[Stored items]

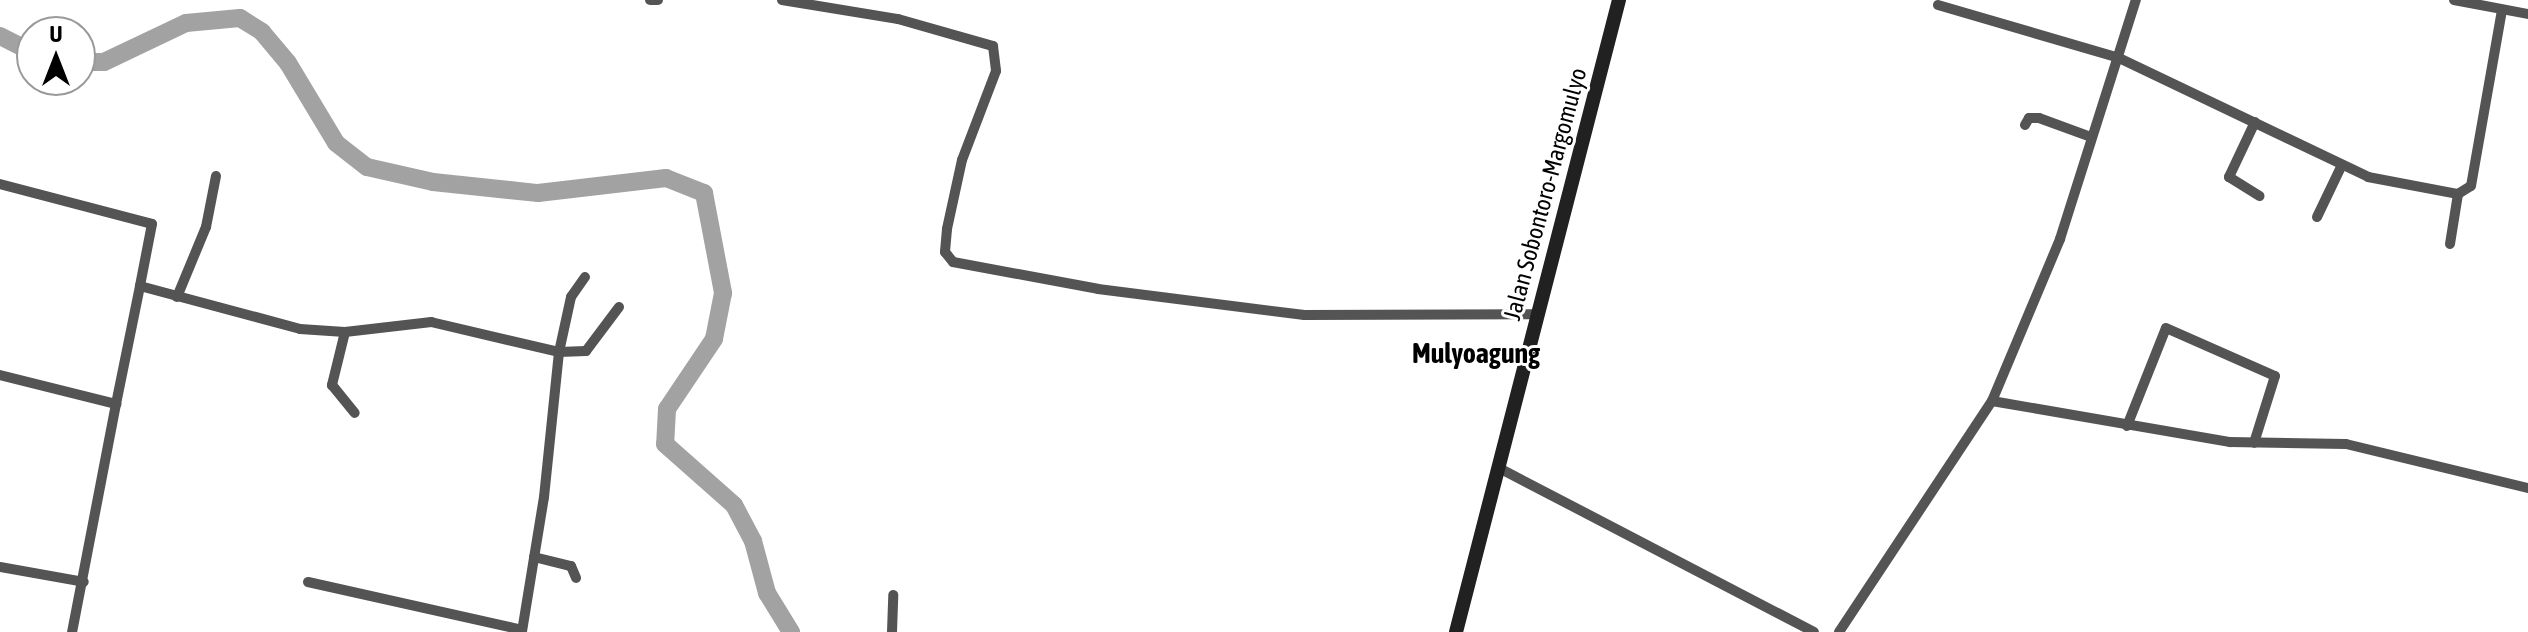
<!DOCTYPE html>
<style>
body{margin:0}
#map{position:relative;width:2528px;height:632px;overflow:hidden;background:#fff;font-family:"Asap Condensed",sans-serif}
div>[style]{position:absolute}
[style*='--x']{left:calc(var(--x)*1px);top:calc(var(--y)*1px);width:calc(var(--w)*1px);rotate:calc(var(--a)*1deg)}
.river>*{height:18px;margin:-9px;padding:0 9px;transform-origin:9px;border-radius:9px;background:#a2a2a2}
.street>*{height:10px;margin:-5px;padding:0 5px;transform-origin:5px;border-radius:5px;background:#545454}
.secondary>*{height:14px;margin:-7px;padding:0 7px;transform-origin:7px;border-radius:7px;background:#212121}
span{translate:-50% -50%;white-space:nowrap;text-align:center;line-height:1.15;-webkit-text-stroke:6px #fff;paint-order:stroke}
.street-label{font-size:24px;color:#000}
.quarter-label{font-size:28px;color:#000;font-weight:700}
.north{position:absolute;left:16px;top:16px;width:80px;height:80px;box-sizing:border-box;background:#fff;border:2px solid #999;border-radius:50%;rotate:0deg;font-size:22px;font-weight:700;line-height:32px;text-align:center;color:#000}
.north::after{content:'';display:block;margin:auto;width:28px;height:36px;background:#000;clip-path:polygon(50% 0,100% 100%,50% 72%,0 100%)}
</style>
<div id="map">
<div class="river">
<i style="--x:0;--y:36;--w:36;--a:27"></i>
<i style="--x:80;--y:62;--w:24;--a:0"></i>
<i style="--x:104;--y:62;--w:91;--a:-25.4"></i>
<i style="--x:186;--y:23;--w:54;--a:-5.3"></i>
<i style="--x:240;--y:18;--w:26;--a:32"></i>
<i style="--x:262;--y:32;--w:40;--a:50"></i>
<i style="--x:288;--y:63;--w:93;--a:59"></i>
<i style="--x:336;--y:143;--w:39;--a:38"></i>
<i style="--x:367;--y:167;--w:68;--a:12.8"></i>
<i style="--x:433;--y:182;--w:106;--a:6"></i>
<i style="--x:538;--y:193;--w:129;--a:-6.7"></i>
<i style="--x:666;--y:178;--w:41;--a:21.5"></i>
<i style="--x:704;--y:193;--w:102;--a:79.2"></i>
<i style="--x:723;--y:293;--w:47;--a:101.1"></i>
<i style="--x:714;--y:339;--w:84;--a:123.9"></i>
<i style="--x:667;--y:409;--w:35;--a:93"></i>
<i style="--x:665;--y:444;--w:92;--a:41.5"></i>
<i style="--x:734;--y:505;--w:41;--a:62.2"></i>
<i style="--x:753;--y:541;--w:54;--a:74.9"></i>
<i style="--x:767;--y:593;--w:46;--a:58.4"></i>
</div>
<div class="street">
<i style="--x:650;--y:0;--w:8;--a:0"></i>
<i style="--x:782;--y:0;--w:118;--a:9.3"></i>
<i style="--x:898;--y:19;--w:99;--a:15.9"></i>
<i style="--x:993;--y:46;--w:25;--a:83"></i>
<i style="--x:996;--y:71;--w:95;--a:110.9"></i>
<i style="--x:962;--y:160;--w:71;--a:102.3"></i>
<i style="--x:947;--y:229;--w:23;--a:95"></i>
<i style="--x:945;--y:252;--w:13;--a:51"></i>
<i style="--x:953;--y:262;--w:147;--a:10.5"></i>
<i style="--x:1098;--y:289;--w:208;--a:7.2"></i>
<i style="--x:1304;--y:315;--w:232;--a:-0.2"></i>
<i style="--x:2454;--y:0;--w:75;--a:10.7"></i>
<i style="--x:1938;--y:5;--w:189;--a:16.3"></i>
<i style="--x:2119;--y:58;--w:276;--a:25.5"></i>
<i style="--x:2368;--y:177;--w:92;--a:10.7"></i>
<i style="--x:2458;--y:194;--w:15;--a:-32"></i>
<i style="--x:2471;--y:186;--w:179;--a:-80"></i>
<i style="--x:2255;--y:122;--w:61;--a:115.3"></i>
<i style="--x:2229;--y:177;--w:36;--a:32"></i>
<i style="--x:2025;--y:125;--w:8;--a:-60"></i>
<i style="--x:2029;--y:118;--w:10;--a:0"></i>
<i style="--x:2039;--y:118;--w:55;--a:20.1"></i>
<i style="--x:0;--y:184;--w:157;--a:14.7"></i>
<i style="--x:152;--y:224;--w:63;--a:101"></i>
<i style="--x:2317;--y:217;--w:55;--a:-64.4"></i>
<i style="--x:2450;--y:244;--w:51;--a:-80.9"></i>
<i style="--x:585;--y:277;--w:24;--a:125"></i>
<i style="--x:571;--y:297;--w:56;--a:102.3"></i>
<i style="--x:559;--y:352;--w:27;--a:-2"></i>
<i style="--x:586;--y:351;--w:55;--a:-53.1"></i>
<i style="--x:177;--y:297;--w:76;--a:-67.5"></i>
<i style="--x:206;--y:227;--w:52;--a:-78.9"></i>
<i style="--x:345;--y:332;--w:55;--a:103.8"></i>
<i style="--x:332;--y:385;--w:36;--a:51"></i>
<i style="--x:0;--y:375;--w:120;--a:14"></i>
<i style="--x:116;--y:404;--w:232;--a:100.9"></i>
<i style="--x:1992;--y:401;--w:242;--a:9.8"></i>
<i style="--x:2230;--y:442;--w:116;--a:1"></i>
<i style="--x:2346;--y:444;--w:187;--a:13.6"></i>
<i style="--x:116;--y:404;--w:120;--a:-78.5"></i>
<i style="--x:140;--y:286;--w:166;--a:15"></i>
<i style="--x:300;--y:329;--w:45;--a:3.8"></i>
<i style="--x:345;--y:332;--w:87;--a:-6.6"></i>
<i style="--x:431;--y:322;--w:131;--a:13.2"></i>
<i style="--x:559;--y:352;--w:146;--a:95.9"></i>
<i style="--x:544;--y:497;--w:137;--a:99.3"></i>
<i style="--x:2127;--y:426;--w:105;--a:-68.3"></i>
<i style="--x:2166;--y:328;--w:119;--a:23.8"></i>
<i style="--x:2275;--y:376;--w:70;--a:107.4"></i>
<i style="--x:1499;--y:468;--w:355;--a:27.5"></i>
<i style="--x:534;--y:557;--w:38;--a:14"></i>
<i style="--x:571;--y:566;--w:13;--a:67"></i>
<i style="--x:0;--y:567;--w:85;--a:10.1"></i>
<i style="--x:308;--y:582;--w:219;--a:12.6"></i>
<i style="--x:892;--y:632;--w:37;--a:-88"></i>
<i style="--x:1839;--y:632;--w:277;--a:-56.5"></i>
<i style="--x:1992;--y:401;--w:176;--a:-67.2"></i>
<i style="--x:2060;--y:239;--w:251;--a:-72.4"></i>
</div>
<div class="secondary">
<i style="--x:1456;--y:632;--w:653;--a:-75.54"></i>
</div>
<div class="street-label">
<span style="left:1545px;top:194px;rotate:-75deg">Jalan Sobontoro-Margomulyo</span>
</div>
<div class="quarter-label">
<span style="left:1476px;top:353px">Mulyoagung</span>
</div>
<div class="north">U</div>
</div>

(INSTRUCTIONS FOR THE TASK): Copy out each line of the data in which the word "river" appears.

(WRITTEN ANSWER):
.river>*{height:18px;margin:-9px;padding:0 9px;transform-origin:9px;border-radius:9px;background:#a2a2a2}
<div class="river">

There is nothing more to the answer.